Saturday, May 30, 2015

`The More Brutal, the More Mendacious'

A publisher sent me, unsolicited, a very large novel to review – “or just to enjoy!” [italics and exclamation point in the original], as the accompanying letter thoughtfully suggests. It’s a hardcover book of more than nine-hundred pages, with a colorful photograph on the front and blurbs on the back from four people I have never heard of. There was a time when I might have read it, out of flattery and dogged commitment to consuming everything placed in front of me, like a kid cleaning his plate of vegetables, but no more. I don’t read much fiction I haven’t already read. I don’t read anything that smacks of fantasy or what one of the blurbists refers to as “Garcia Marquezian magical realism.” And I don’t read novels exceeding nine-hundred pages in length unless the author is named Tolstoy or Proust.

One of my favorite letter writers, along with Cowper, Keats and O’Connor, is William James, a man who seems to have been more alive than most of us. His prose bristles. In a letter to Mrs. Henry Whitman written on June 7, 1899, James says:

“I am against bigness and greatness in all their forms, and with the invisible molecular forces that work from individual to individual, stealing in through the crannies of the world like so many soft rootlets, or like the capillary oozing of water, and yet rending the hardest monuments of man's pride, if you give them time. The bigger the unit you deal with, the hollower, the more brutal, the more mendacious is the life displayed.”

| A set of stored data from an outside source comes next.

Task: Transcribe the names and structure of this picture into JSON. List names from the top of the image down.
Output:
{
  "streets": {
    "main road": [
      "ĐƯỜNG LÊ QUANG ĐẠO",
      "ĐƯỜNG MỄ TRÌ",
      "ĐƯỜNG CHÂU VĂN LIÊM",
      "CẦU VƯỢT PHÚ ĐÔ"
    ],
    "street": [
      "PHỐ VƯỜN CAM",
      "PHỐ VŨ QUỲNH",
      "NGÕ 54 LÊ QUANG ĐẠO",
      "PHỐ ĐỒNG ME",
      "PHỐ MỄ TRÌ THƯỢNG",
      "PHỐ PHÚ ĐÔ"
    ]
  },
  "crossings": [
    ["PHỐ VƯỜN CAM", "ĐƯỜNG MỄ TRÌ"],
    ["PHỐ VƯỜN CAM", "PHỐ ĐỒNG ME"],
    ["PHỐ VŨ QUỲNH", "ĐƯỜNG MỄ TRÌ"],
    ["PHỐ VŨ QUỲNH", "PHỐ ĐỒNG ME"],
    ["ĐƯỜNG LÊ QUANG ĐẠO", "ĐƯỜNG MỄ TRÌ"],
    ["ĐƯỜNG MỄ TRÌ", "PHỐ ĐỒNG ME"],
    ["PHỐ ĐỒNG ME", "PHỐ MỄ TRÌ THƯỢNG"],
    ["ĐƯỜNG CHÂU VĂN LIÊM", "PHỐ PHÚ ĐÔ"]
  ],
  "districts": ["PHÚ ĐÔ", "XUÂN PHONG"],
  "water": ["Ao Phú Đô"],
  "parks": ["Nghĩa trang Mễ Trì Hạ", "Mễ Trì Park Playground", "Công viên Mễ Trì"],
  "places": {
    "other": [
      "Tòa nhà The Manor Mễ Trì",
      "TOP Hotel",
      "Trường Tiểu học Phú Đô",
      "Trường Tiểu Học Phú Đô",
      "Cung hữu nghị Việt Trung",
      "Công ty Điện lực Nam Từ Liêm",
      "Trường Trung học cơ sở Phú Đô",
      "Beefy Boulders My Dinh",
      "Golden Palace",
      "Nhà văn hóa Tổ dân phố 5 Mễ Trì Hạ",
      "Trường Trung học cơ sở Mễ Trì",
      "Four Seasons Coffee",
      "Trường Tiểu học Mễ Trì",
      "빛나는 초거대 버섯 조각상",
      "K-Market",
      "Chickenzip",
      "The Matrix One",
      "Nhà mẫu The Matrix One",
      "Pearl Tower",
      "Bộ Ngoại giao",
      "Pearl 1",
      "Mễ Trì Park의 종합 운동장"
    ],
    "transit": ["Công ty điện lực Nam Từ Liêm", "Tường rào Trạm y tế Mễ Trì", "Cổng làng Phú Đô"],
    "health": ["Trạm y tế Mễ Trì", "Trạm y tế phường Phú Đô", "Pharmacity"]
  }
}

This seems true of organizations, crowds of any sort and most works of literature. One suspects egotism in most steroidal performances. Inevitably, quantity trumps quality. I’m not making a grand political generalization, unlike James, who goes on:

“So I am against all big organizations as such, national ones first and foremost: against all big successes and big results; and in favor of the eternal forces of truth which always work in the individual and immediately unsuccessful way, under-dogs always, till history comes after they are long dead, and puts them on the top.--You need take no notice of these ebullitions of spleen, which are probably quite unintelligible to any one but myself.”